- Opening Delimiter -
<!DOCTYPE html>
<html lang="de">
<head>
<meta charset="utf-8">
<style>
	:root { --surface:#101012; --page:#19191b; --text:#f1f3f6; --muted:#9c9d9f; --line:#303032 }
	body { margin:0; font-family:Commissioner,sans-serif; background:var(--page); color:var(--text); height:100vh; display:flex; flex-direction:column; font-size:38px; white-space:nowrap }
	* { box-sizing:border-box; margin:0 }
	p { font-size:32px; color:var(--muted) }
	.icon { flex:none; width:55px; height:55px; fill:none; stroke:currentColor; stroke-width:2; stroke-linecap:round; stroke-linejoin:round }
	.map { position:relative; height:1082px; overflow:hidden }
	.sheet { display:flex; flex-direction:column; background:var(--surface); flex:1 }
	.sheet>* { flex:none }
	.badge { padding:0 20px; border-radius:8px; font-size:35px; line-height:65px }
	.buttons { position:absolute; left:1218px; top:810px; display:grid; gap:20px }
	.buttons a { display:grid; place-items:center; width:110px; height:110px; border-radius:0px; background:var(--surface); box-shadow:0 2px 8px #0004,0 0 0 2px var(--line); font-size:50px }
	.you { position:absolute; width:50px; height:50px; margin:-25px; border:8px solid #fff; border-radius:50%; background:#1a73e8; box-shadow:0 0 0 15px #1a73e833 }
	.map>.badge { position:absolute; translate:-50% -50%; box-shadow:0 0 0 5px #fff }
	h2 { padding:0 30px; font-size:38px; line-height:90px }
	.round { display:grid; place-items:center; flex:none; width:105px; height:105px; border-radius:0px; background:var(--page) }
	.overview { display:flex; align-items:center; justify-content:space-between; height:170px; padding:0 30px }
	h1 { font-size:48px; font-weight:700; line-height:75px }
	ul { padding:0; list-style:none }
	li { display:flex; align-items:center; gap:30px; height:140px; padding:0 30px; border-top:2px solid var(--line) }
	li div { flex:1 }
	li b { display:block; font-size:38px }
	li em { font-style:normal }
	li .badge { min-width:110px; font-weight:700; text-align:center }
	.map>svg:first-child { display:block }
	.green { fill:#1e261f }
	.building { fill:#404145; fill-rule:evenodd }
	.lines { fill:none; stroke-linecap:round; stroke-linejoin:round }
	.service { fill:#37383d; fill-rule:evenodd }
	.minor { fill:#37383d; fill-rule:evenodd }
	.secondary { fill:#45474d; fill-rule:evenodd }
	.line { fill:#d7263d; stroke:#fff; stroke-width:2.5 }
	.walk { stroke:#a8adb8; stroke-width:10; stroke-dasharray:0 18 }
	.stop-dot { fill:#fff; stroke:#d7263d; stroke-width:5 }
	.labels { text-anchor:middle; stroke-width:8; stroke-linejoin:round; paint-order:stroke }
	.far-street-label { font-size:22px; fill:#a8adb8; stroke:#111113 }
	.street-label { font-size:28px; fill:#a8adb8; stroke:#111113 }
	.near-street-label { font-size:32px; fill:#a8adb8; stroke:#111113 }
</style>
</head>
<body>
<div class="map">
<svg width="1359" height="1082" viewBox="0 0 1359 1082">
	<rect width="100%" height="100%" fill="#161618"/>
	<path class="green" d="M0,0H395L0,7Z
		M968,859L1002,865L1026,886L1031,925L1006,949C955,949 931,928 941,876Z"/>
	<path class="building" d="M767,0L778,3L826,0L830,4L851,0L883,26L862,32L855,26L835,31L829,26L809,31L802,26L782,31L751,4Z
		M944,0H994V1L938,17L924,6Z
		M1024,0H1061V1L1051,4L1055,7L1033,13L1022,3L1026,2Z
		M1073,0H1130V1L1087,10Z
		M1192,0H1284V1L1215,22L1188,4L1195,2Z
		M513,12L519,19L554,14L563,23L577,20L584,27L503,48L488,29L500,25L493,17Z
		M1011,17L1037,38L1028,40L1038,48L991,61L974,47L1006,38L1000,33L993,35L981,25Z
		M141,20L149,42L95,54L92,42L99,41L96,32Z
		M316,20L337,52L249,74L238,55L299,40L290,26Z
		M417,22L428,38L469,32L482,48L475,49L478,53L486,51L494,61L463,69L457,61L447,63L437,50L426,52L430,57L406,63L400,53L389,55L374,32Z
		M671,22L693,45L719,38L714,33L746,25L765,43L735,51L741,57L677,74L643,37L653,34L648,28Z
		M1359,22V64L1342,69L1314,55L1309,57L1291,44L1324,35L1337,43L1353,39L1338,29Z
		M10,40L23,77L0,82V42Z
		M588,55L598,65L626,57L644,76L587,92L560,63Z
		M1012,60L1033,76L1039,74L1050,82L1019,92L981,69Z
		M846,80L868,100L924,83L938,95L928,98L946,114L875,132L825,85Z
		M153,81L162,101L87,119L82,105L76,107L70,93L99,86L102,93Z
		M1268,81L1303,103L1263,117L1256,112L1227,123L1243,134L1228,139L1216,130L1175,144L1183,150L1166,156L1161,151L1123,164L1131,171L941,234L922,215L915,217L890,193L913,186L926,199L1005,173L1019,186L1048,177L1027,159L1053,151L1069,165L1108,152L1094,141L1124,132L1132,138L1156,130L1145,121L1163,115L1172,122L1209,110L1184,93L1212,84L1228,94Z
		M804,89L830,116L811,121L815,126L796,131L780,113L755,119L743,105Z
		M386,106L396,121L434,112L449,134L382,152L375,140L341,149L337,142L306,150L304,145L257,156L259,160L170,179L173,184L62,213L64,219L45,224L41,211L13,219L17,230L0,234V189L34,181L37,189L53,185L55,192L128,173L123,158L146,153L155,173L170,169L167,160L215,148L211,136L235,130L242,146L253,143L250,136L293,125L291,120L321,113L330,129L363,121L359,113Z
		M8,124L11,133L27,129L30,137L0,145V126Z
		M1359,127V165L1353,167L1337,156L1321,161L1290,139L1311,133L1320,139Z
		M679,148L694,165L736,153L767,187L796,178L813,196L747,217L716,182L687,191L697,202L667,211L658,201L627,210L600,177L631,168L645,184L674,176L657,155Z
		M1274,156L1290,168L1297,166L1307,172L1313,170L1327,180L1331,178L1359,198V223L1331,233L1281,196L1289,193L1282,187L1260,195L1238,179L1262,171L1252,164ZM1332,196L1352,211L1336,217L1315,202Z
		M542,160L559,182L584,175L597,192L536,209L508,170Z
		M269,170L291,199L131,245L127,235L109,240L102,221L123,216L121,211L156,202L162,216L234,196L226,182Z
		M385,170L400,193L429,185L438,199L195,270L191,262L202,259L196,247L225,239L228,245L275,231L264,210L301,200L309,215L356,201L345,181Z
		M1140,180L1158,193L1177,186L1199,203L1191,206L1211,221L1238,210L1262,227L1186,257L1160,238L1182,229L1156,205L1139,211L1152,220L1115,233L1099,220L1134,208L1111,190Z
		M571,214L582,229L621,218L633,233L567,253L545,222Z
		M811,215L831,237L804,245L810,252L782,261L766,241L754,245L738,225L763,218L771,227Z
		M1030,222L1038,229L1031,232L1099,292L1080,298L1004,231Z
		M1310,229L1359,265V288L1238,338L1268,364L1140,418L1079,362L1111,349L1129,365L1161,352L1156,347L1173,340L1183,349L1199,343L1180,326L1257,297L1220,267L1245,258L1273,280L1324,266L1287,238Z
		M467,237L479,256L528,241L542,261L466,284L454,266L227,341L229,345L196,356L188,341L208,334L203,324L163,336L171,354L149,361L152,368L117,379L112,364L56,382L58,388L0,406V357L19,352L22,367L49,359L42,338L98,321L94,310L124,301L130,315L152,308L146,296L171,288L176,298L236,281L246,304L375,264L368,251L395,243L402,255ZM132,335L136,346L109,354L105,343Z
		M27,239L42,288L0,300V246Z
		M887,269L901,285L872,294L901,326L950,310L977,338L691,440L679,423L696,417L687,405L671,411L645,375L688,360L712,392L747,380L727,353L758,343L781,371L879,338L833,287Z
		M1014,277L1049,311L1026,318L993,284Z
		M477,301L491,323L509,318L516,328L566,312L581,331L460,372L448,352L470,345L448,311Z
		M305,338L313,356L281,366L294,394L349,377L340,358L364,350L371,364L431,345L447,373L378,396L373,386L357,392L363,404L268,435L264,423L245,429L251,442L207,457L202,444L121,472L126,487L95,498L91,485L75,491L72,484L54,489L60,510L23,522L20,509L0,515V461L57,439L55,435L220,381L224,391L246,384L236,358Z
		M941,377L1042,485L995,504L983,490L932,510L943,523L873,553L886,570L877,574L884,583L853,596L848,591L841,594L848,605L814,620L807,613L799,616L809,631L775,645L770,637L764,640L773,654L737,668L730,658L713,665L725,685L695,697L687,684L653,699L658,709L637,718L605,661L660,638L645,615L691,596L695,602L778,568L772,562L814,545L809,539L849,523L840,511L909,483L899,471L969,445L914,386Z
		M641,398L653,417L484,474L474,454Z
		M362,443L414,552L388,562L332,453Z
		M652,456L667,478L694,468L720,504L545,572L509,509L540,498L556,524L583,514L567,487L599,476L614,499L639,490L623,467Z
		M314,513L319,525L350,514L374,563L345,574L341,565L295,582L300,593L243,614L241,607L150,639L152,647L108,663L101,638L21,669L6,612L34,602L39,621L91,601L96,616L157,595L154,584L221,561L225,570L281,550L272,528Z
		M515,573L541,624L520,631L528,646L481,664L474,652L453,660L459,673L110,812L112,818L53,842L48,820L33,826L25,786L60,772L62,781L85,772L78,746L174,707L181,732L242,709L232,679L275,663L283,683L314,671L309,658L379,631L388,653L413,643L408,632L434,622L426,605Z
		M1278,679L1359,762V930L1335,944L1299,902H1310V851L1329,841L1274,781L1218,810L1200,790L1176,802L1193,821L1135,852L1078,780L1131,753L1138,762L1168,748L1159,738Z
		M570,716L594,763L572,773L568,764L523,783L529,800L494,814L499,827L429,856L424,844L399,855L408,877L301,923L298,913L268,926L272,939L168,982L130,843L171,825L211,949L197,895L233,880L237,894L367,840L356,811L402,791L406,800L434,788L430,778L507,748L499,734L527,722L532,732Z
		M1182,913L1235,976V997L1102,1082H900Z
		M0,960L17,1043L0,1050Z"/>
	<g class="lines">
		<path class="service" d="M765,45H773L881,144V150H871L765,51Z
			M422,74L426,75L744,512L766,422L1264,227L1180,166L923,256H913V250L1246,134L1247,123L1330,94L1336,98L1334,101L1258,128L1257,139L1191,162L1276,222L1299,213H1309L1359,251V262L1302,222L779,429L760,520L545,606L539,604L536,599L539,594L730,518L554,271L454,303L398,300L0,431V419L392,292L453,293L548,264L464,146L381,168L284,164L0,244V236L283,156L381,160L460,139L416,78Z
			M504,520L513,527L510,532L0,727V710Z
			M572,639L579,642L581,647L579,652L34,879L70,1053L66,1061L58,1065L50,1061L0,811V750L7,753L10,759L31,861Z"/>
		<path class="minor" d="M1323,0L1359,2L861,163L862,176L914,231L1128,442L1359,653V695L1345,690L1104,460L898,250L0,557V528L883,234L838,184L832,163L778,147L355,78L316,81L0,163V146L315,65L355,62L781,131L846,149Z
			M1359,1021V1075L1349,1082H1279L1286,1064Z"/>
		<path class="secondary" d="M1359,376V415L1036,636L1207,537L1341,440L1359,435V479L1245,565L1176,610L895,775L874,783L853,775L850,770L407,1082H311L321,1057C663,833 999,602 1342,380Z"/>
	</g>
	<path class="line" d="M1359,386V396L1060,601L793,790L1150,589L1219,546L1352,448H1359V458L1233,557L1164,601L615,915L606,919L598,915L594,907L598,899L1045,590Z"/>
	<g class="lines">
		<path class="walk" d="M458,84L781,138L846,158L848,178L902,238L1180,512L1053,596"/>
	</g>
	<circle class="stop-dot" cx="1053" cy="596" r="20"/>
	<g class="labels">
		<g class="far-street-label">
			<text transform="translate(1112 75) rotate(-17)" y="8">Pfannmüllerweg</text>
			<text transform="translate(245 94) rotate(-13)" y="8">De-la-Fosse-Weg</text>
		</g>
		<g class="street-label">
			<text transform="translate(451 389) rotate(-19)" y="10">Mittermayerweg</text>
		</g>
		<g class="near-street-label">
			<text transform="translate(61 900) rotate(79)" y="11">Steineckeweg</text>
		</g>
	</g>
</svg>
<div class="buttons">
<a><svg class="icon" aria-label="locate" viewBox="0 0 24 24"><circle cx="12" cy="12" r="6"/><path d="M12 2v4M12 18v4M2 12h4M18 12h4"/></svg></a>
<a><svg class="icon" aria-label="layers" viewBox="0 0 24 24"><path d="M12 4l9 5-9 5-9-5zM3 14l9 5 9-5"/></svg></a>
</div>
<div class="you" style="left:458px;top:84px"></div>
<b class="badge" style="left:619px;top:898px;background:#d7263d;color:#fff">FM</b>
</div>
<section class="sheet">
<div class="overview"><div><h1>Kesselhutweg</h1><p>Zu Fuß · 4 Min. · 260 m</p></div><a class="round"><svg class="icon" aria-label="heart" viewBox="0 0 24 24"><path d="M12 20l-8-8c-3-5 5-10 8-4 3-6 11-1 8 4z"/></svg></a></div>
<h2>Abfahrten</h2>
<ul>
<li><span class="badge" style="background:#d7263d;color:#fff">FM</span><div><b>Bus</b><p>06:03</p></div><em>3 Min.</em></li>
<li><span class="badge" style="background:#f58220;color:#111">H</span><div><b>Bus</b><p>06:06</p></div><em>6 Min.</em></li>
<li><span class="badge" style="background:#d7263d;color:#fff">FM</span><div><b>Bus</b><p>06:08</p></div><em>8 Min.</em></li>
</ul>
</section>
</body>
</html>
- Closing Delimiter -
Wherever the line holding "M571,214L582,229L621,218L633,233L567,253L545,222Z" falls in the entries above, copy exactly from it through the line holding "M1014,277L1049,311L1026,318L993,284Z", inclusive, and add nothing.

# Result for this task
		M571,214L582,229L621,218L633,233L567,253L545,222Z
		M811,215L831,237L804,245L810,252L782,261L766,241L754,245L738,225L763,218L771,227Z
		M1030,222L1038,229L1031,232L1099,292L1080,298L1004,231Z
		M1310,229L1359,265V288L1238,338L1268,364L1140,418L1079,362L1111,349L1129,365L1161,352L1156,347L1173,340L1183,349L1199,343L1180,326L1257,297L1220,267L1245,258L1273,280L1324,266L1287,238Z
		M467,237L479,256L528,241L542,261L466,284L454,266L227,341L229,345L196,356L188,341L208,334L203,324L163,336L171,354L149,361L152,368L117,379L112,364L56,382L58,388L0,406V357L19,352L22,367L49,359L42,338L98,321L94,310L124,301L130,315L152,308L146,296L171,288L176,298L236,281L246,304L375,264L368,251L395,243L402,255ZM132,335L136,346L109,354L105,343Z
		M27,239L42,288L0,300V246Z
		M887,269L901,285L872,294L901,326L950,310L977,338L691,440L679,423L696,417L687,405L671,411L645,375L688,360L712,392L747,380L727,353L758,343L781,371L879,338L833,287Z
		M1014,277L1049,311L1026,318L993,284Z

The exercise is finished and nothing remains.